> **What the task requires**
Set out exactly every line of the entries below, starting at the line that holds "Summarize the content" and stopping after the line that holds "Parse the map".

> **Extracted data**
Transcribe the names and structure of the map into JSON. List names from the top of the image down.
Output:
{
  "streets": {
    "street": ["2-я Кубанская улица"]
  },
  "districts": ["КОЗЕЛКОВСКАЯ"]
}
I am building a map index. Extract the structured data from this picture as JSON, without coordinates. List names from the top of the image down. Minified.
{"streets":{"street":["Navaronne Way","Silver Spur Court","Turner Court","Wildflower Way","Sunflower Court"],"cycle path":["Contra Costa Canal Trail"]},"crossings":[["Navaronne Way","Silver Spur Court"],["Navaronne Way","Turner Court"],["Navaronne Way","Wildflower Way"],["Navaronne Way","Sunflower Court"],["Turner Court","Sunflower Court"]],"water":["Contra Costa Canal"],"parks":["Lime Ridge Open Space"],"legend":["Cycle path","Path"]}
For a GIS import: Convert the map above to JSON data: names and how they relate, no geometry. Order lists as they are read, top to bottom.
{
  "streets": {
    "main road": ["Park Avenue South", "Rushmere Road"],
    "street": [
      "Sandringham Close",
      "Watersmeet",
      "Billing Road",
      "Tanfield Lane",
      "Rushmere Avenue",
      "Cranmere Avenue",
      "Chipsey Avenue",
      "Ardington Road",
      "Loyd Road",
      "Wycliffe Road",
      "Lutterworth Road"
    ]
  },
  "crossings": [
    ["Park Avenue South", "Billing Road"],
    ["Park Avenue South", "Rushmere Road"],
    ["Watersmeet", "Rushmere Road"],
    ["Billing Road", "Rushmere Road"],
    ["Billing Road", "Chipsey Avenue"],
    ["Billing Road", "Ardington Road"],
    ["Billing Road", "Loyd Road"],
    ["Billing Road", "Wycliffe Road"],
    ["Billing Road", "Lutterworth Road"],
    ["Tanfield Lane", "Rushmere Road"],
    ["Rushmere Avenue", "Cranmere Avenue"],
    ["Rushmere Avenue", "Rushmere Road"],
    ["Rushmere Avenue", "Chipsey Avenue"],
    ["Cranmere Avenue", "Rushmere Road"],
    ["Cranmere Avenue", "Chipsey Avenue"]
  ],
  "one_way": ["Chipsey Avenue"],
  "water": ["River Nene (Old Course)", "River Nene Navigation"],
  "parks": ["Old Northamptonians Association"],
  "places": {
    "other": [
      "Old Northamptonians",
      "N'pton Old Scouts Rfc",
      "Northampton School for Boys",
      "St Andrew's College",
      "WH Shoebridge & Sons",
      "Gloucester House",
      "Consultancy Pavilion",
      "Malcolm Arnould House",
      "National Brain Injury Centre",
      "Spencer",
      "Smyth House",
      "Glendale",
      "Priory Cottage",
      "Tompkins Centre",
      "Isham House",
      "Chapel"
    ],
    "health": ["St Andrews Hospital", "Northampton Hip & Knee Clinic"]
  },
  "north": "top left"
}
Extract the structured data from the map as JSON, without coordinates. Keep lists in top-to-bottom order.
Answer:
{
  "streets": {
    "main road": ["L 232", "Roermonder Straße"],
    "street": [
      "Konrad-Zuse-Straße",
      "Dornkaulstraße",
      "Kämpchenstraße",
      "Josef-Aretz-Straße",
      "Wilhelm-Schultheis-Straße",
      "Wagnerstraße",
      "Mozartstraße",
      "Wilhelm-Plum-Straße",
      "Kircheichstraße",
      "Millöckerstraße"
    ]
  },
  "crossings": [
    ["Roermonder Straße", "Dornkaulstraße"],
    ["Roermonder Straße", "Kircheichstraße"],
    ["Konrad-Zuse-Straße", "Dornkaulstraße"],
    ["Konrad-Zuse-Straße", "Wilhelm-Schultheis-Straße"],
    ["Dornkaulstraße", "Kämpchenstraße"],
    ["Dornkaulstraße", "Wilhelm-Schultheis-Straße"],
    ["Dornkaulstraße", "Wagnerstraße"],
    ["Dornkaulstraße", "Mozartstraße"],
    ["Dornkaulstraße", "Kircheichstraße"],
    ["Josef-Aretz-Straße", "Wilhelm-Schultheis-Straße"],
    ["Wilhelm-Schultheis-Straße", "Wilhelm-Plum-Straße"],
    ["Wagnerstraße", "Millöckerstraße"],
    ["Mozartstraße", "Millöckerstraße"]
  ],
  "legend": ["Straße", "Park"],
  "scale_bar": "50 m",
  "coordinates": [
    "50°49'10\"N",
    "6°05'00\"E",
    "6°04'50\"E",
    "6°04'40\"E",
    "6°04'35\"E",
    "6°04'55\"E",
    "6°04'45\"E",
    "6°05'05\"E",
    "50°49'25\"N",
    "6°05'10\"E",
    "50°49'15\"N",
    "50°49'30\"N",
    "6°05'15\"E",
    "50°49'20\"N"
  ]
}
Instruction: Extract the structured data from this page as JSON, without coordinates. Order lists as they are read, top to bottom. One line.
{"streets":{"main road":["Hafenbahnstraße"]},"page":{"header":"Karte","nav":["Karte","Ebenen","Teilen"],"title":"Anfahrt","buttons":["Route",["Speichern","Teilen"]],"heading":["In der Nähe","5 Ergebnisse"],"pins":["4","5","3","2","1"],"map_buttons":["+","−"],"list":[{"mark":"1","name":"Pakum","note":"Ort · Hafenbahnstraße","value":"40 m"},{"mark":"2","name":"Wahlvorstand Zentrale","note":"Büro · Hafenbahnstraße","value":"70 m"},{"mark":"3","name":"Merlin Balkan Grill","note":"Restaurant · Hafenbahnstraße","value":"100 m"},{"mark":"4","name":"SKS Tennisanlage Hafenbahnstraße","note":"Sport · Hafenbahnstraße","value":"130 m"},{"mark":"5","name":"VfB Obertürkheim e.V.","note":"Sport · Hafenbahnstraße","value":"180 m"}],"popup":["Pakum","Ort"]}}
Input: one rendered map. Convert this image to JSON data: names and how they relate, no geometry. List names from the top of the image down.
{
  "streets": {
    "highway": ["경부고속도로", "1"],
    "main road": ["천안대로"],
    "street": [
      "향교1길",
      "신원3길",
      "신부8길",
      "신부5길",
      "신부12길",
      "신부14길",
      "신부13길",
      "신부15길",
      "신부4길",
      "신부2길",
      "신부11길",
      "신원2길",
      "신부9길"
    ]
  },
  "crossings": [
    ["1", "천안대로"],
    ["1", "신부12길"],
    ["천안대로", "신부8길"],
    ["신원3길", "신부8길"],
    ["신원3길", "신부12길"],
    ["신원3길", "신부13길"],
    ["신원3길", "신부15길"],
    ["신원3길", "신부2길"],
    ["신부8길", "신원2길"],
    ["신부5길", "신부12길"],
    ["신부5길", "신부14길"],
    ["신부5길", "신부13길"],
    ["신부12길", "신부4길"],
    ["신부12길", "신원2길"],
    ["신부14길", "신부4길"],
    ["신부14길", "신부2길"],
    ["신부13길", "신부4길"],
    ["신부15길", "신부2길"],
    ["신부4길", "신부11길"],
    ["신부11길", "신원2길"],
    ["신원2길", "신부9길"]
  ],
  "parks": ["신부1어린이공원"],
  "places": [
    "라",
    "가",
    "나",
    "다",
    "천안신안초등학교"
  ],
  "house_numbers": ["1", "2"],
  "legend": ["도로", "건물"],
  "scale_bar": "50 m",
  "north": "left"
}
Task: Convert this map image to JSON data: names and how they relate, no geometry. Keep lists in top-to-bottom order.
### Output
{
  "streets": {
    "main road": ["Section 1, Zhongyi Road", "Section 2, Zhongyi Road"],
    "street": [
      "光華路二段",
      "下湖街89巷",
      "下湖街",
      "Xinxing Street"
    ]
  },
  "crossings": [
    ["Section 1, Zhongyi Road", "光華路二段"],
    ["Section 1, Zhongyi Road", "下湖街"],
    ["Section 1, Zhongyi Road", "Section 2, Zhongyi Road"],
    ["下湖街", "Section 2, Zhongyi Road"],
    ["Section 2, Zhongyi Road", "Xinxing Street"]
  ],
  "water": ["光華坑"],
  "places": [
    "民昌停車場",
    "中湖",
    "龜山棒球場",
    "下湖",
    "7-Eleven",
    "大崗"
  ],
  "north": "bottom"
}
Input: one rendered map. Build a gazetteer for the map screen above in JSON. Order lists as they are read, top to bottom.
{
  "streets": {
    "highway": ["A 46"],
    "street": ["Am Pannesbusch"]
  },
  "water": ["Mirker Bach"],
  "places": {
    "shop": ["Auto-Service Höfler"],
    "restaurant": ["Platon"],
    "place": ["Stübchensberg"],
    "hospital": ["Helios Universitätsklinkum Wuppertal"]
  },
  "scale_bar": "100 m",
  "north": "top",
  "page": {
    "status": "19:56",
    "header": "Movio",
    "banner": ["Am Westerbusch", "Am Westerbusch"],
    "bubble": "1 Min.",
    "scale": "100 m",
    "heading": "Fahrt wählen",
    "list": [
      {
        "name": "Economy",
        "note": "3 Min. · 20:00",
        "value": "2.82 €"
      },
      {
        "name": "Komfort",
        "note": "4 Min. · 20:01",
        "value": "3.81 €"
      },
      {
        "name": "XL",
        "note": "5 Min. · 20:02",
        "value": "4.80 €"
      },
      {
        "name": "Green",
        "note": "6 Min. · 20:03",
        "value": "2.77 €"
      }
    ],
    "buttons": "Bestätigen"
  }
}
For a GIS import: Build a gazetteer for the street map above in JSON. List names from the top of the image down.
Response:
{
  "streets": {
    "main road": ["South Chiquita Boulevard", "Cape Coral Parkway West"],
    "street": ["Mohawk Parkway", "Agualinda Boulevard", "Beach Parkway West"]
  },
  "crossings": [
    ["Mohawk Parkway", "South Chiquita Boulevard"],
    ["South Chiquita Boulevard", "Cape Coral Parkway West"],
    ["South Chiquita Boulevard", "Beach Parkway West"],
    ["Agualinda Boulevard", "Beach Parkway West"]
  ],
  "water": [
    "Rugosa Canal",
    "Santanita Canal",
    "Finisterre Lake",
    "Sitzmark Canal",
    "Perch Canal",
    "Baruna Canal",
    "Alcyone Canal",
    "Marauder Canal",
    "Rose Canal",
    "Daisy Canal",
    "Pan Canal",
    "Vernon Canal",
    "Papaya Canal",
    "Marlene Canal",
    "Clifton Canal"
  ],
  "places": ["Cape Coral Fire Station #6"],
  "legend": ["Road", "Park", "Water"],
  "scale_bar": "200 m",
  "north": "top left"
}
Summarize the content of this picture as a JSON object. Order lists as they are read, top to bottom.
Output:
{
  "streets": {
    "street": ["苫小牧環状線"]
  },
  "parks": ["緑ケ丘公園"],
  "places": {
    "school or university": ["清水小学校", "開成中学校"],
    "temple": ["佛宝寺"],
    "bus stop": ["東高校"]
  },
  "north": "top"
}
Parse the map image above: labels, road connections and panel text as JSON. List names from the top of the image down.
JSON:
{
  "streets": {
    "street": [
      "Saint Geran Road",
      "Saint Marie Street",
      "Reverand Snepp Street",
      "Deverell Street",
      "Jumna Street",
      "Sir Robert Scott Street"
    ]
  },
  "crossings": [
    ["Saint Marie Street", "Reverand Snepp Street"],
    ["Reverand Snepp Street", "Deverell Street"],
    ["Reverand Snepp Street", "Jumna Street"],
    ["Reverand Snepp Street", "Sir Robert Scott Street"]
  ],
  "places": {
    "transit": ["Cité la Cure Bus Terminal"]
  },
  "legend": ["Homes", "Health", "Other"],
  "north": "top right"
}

> **Answer for this exercise**
Summarize the content of this picture as a JSON object. Order lists as they are read, top to bottom.
Output:
{
  "streets": {
    "street": ["苫小牧環状線"]
  },
  "parks": ["緑ケ丘公園"],
  "places": {
    "school or university": ["清水小学校", "開成中学校"],
    "temple": ["佛宝寺"],
    "bus stop": ["東高校"]
  },
  "north": "top"
}
Parse the map image above: labels, road connections and panel text as JSON. List names from the top of the image down.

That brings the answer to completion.